*** THE RECORDS Section Begins ***
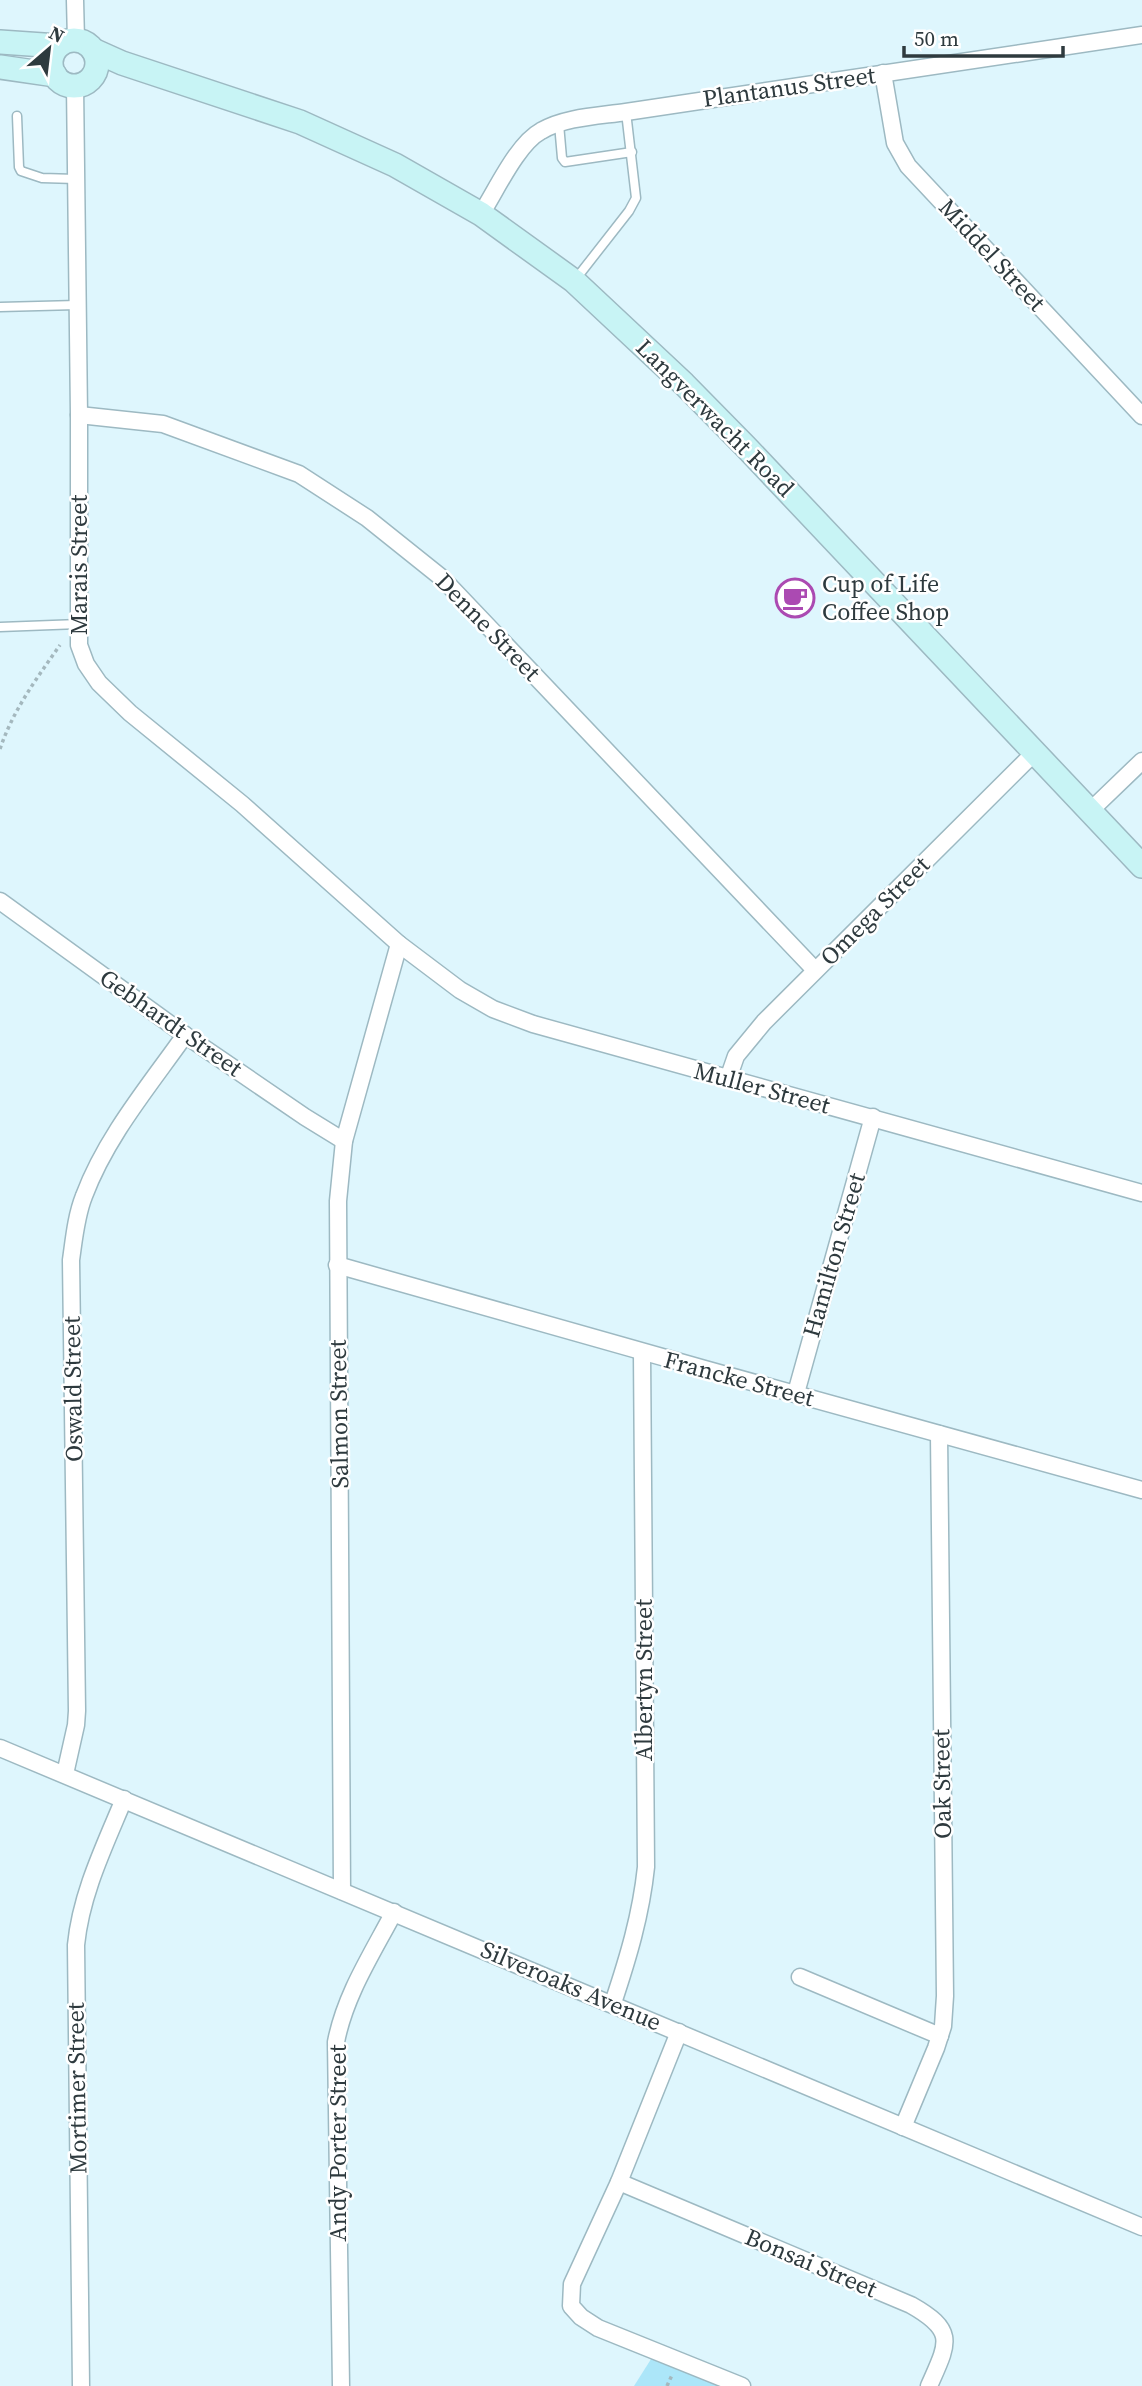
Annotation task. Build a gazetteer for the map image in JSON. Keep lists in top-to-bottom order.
{
  "streets": {
    "street": [
      "Plantanus Street",
      "Middel Street",
      "Langverwacht Road",
      "Marais Street",
      "Denne Street",
      "Omega Street",
      "Gebhardt Street",
      "Muller Street",
      "Hamilton Street",
      "Francke Street",
      "Oswald Street",
      "Salmon Street",
      "Albertyn Street",
      "Oak Street",
      "Silveroaks Avenue",
      "Mortimer Street",
      "Andy Porter Street",
      "Bonsai Street"
    ]
  },
  "crossings": [
    ["Plantanus Street", "Middel Street"],
    ["Plantanus Street", "Langverwacht Road"],
    ["Langverwacht Road", "Marais Street"],
    ["Langverwacht Road", "Omega Street"],
    ["Marais Street", "Denne Street"],
    ["Marais Street", "Muller Street"],
    ["Marais Street", "Salmon Street"],
    ["Denne Street", "Omega Street"],
    ["Omega Street", "Muller Street"],
    ["Gebhardt Street", "Oswald Street"],
    ["Gebhardt Street", "Salmon Street"],
    ["Muller Street", "Hamilton Street"],
    ["Muller Street", "Salmon Street"],
    ["Hamilton Street", "Francke Street"],
    ["Francke Street", "Salmon Street"],
    ["Francke Street", "Albertyn Street"],
    ["Francke Street", "Oak Street"],
    ["Oswald Street", "Silveroaks Avenue"],
    ["Salmon Street", "Silveroaks Avenue"],
    ["Albertyn Street", "Silveroaks Avenue"],
    ["Oak Street", "Silveroaks Avenue"],
    ["Silveroaks Avenue", "Mortimer Street"],
    ["Silveroaks Avenue", "Andy Porter Street"]
  ],
  "places": {
    "cafe": ["Cup of Life Coffee Shop"]
  },
  "scale_bar": "50 m",
  "north": "top right"
}
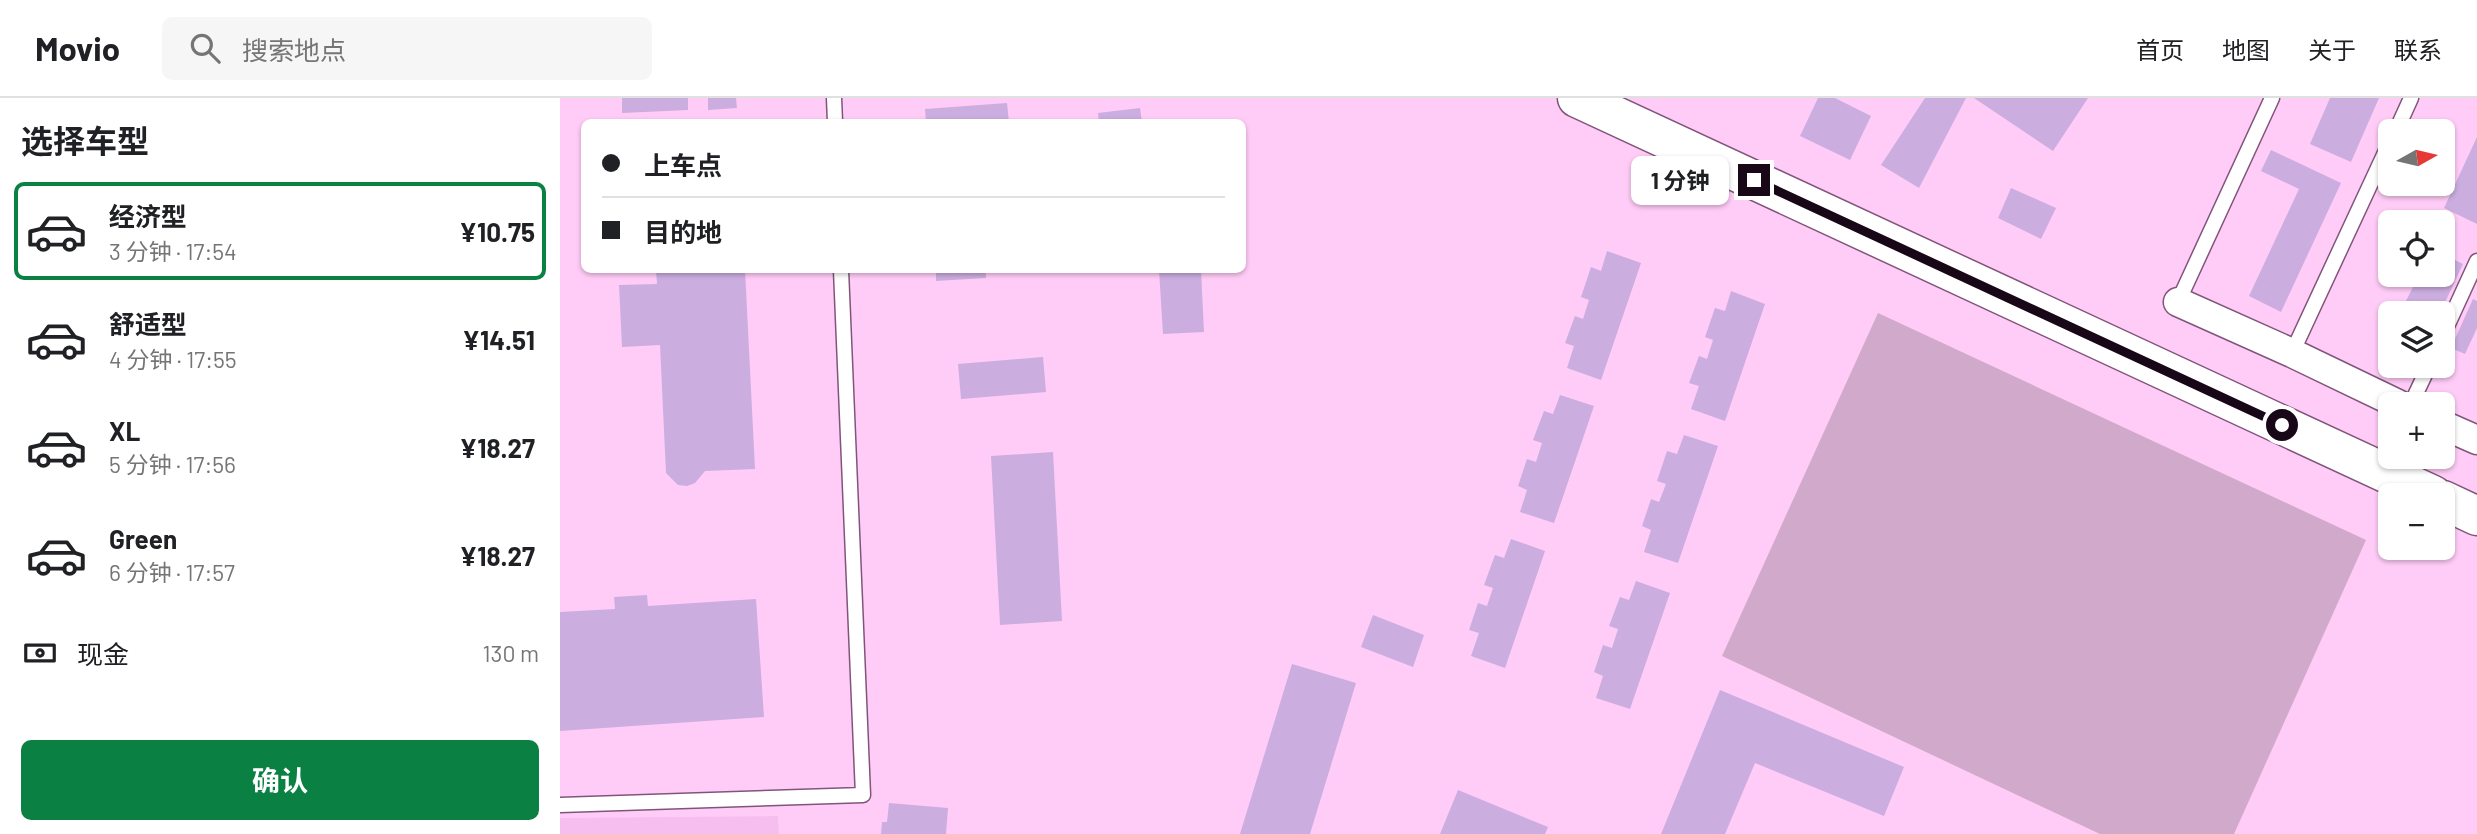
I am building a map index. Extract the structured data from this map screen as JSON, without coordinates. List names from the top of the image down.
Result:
*** THE RECORDS Section Ends ***
■ WHAT TO PRODUCE:
Starting at the line that contains "I am building", output every remaining line of the data exactly, and stop after the last one.

■ RESULT BELOW:
I am building a map index. Extract the structured data from this map screen as JSON, without coordinates. List names from the top of the image down.
Result:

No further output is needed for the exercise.